Cône de Cadavre Exquis

Harmen Brethouwer with Young & Ayata

photo: Joris Lugtigheid

courtesy Collection Museum Boijmans van Beuningen, Rotterdam, The Netherlands

Material: 3D printed - Full color sandstone - Height 42cm, Fabricated by Mark Sherman at lil3dprinting.com
Years: 2016 - 2022
Team: Kevin Pazik, Sina Ozbudun, Ryan Roark, Tyler Kvochick, Tyler Abell, Mariana Carvalho, Mor Segal, Yang Li, Yi Zhu, Yasmin Suleiman

An Exhaustion of Ornament

The well-known surrealist parlor game of the cadavre exquis resonates through the production of art over the last 100 years. It can be found in the literary cutups of William Burroughs and Brion Gysin, the confrontage/roulage experiments of Jiří Kolář, and the glitch pop music mashups of Girl Talk and Animal Collective. The lasting interest lies primarily in the aesthetic shock that can result from distinctly different elements sharing the same space and forging new associations in the combination. Figures, concepts, materials that would never naturally be found together end up having strange relations sparking novel associations and ideas. An important aspect of this technique is the disjunctive joint which allows the work to remain open to the possibility of dismantlement— or, maybe more importantly, potential recombination.

As fundamental as the arbitrary rupture is to the exquisite corpse, it is also necessary for there to exist a framework, a common playing field, a medium of exchange within which to associate, shuffle and recombine. This could be written language, drawn lines on paper, or digitally sampled sound, but without this shared space, the technique will not work. Although the exquisite corpse was a decidedly early 20th-century experiment, there is an important document 70 years prior that could be considered a precedent, albeit one not commonly associated with surrealism or avant-garde modernism. The item to which I refer is Owen Jones’s The Grammar of Ornament of 1856.

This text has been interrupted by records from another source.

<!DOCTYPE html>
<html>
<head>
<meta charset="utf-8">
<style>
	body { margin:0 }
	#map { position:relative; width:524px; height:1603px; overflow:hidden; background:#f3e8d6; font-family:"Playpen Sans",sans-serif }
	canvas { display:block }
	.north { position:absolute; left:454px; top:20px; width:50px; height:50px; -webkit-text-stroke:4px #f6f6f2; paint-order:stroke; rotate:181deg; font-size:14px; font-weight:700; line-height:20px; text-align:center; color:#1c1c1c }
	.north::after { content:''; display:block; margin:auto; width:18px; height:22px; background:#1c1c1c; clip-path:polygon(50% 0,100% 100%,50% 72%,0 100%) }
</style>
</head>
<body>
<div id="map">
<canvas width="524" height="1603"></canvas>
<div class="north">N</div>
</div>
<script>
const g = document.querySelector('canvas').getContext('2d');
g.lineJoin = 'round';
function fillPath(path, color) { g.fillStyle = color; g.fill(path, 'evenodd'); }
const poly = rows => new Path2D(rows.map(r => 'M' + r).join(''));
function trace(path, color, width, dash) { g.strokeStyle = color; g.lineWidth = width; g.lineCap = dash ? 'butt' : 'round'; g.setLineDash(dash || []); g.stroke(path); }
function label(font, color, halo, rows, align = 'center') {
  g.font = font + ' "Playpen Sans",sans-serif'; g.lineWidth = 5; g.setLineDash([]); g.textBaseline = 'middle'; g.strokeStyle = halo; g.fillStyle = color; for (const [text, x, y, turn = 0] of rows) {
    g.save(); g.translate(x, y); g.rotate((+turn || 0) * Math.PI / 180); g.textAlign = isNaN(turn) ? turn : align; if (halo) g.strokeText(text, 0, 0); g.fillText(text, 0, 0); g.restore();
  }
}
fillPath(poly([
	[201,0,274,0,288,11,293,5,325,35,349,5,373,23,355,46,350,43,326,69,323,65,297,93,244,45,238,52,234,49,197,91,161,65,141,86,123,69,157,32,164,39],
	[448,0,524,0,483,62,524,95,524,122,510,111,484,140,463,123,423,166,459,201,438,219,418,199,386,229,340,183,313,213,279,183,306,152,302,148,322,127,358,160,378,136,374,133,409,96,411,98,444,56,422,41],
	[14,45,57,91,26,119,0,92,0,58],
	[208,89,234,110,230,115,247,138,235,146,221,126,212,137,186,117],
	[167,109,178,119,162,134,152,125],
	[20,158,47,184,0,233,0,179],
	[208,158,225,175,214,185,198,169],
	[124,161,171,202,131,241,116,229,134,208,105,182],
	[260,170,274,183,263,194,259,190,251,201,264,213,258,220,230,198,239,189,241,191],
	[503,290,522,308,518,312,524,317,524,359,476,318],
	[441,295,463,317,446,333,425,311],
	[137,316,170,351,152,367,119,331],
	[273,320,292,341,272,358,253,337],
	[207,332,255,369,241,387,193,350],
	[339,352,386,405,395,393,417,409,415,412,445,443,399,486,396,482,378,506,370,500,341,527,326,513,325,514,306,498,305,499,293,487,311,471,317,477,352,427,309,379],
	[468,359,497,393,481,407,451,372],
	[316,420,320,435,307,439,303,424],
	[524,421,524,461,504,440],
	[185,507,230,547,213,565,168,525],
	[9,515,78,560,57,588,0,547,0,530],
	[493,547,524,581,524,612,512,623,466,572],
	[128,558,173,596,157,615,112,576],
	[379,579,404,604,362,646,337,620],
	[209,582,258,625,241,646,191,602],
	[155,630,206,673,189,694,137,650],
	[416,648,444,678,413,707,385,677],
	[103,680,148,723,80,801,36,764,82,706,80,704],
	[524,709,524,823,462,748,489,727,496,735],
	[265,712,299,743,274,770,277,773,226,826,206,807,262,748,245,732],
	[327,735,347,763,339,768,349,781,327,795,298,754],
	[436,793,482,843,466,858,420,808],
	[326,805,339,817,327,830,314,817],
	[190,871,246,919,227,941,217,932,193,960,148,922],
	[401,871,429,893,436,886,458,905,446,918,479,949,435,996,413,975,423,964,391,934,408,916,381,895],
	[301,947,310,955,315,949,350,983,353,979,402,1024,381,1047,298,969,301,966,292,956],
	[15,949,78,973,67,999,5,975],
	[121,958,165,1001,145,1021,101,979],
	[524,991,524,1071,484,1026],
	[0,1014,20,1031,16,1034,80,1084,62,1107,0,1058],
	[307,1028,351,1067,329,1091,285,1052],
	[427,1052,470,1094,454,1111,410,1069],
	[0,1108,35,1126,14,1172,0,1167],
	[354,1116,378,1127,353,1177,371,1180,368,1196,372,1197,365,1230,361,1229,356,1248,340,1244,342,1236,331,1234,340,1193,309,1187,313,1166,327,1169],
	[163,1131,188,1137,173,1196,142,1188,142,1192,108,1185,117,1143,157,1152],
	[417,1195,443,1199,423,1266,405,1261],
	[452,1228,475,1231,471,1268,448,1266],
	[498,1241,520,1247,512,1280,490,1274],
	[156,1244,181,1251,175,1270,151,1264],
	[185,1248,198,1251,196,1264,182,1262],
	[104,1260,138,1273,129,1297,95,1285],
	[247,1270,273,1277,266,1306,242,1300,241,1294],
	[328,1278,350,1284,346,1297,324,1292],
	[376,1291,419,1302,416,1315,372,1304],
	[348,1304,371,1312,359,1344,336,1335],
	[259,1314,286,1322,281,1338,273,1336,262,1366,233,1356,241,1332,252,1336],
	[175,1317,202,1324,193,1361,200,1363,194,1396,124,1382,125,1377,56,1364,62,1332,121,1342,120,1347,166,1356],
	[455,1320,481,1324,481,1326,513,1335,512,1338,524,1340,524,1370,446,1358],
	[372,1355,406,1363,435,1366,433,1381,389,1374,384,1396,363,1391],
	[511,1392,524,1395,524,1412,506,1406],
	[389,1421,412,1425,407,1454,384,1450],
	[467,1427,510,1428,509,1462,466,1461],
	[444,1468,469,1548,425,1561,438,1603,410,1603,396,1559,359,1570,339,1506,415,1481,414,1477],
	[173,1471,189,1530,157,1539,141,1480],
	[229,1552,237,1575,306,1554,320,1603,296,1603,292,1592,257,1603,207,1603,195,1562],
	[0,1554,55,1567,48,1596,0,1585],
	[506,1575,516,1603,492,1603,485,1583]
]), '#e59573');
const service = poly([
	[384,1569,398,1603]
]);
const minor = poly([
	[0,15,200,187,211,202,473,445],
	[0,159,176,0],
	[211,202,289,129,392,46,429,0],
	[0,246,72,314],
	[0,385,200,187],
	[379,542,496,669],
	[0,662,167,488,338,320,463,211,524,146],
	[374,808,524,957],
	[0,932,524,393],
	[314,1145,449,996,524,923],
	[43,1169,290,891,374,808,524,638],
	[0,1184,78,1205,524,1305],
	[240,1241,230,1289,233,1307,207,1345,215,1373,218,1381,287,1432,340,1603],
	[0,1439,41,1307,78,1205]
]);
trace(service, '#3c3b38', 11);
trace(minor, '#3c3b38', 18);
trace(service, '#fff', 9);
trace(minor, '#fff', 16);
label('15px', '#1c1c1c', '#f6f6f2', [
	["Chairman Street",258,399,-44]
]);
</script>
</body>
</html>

The multi-year project known as the Exquisite Corpse Cones (2015-2022) consists of five 42 cm high digitally fabricated cones articulated with patterns inspired by The Grammar of Ornament. For each object, four ornamental motifs were selected at random from the twenty categories in Jones’s book. These patterns became the starting point for the development of new motifs built as low reliefs into the surface of Harmen Brethouwer's cone object. Each pattern was given to a different designer working in the architectural practice of Young & Ayata, who designed the new articulation as a three-dimensional ornament. The only guides were a horizontal quarter slice section of the cone and eight points of shared alignment along the seams establishing an underlying grid within which the variations develop. Other than these shared constraints, the individual designers worked with no knowledge of what the others were developing, their ornamental reliefs butted up against each other after they had finished, ala an exquisite corpse.